[Stored items]
▼

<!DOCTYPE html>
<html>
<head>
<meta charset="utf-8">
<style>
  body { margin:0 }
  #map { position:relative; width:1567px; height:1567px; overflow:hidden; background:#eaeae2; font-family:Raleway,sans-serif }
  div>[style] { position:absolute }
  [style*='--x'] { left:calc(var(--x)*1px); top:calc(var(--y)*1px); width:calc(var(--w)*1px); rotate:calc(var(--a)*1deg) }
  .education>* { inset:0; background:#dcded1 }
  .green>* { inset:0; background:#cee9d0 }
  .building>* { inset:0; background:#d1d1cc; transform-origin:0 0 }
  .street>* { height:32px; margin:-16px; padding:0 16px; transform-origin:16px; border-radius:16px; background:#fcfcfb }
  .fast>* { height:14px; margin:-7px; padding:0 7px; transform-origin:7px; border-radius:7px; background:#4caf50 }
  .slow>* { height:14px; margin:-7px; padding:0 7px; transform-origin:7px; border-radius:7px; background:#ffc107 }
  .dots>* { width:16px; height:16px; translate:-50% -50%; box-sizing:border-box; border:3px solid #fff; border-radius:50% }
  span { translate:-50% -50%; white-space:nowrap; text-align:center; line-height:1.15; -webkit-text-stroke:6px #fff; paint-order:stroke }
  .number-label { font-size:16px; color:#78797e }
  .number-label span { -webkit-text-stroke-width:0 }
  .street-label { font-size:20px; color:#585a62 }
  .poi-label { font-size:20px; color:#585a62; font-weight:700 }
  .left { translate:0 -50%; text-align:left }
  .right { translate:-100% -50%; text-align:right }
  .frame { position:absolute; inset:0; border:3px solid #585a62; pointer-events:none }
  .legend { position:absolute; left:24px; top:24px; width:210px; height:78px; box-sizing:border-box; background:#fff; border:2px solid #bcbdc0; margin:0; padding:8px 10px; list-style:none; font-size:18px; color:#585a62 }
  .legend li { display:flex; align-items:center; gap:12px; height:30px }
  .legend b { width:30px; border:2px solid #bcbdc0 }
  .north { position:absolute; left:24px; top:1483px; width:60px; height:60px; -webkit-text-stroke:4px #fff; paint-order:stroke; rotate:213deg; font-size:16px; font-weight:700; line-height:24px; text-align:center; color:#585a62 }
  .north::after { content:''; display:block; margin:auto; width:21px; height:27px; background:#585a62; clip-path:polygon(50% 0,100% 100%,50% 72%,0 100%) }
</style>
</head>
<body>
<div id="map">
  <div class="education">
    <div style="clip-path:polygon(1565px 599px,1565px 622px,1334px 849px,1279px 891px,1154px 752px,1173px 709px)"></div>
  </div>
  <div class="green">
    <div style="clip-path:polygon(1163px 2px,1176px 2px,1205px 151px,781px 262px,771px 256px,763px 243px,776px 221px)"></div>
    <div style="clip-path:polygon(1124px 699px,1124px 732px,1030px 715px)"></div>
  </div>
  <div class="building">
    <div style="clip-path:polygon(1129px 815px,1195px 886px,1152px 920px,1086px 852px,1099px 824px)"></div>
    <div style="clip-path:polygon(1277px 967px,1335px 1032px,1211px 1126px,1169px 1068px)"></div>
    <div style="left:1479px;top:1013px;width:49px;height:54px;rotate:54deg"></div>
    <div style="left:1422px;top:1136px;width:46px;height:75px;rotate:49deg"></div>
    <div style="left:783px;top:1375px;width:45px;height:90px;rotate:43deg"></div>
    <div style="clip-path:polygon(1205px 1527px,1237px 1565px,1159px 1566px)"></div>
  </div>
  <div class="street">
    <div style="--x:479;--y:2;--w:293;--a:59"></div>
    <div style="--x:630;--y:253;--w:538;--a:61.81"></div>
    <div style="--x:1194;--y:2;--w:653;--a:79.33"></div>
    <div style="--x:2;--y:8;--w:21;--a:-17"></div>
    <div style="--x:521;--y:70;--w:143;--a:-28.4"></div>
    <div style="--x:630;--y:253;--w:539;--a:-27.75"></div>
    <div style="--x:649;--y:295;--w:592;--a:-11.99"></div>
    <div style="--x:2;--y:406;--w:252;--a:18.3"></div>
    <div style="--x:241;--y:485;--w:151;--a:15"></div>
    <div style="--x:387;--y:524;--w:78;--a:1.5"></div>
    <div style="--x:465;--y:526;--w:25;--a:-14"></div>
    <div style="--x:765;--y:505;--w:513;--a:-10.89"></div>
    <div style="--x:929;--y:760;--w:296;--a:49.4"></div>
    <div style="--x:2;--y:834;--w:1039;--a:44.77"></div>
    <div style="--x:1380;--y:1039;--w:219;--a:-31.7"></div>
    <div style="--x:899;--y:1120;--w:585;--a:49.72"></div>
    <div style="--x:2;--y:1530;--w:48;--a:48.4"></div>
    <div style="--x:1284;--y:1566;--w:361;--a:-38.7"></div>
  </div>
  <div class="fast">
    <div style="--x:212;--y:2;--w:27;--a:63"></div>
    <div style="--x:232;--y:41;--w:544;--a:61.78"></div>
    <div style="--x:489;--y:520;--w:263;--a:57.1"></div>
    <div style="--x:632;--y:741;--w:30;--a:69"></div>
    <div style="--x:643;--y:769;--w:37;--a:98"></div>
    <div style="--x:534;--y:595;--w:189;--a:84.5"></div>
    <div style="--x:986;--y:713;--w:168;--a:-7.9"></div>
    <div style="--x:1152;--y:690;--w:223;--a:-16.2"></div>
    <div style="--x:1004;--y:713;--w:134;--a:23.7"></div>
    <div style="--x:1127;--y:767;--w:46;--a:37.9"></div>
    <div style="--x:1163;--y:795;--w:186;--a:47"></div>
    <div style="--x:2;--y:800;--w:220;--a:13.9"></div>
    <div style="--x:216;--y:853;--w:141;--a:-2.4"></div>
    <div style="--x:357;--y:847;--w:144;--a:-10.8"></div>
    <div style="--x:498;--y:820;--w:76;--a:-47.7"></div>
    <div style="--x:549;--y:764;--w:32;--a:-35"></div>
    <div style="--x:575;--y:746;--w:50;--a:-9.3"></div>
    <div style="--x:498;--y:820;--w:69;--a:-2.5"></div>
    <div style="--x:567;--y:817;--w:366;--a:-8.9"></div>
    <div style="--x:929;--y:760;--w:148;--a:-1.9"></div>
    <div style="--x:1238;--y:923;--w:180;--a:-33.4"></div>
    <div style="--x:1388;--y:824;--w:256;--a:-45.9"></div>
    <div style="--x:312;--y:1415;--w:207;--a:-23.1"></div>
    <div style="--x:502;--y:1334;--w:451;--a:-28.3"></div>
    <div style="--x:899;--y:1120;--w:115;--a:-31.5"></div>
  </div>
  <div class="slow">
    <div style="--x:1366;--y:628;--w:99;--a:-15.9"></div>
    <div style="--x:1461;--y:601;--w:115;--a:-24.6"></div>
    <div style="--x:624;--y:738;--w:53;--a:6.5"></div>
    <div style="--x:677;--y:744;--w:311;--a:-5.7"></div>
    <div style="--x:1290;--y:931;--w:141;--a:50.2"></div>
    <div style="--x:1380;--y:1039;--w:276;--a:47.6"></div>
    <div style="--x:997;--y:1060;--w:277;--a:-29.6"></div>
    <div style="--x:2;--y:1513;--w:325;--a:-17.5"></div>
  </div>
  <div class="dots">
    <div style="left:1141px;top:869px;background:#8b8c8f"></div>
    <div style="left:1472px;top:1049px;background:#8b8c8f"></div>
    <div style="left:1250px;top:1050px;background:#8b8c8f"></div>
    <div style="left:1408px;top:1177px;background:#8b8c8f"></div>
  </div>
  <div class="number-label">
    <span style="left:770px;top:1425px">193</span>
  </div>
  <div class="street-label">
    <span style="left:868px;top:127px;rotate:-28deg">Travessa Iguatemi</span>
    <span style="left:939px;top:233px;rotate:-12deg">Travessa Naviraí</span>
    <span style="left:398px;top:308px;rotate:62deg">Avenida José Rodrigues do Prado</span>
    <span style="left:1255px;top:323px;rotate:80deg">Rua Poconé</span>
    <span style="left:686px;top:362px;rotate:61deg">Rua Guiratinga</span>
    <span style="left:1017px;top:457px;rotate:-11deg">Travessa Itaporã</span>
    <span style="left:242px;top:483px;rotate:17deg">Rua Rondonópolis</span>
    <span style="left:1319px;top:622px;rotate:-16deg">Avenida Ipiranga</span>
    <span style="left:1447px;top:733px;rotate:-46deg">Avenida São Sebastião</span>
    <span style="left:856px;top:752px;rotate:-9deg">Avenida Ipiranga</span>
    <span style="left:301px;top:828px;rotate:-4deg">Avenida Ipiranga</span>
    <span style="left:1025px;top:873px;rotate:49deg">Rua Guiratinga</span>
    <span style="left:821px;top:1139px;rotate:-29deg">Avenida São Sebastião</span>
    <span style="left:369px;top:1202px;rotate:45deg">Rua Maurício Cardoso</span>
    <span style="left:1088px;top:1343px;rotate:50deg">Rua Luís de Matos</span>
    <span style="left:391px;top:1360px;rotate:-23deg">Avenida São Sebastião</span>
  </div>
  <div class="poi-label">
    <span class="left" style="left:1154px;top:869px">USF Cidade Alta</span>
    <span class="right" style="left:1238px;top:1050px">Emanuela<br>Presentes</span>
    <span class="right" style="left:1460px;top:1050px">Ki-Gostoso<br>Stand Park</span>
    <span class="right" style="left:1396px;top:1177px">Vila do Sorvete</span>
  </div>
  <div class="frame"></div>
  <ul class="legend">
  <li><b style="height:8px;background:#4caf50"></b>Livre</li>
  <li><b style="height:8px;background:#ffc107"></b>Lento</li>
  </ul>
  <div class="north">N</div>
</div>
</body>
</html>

▲

Directions for this task: Going through the entries above, count the lines that have the word "font" and state that count alone.

Solution to this task: 6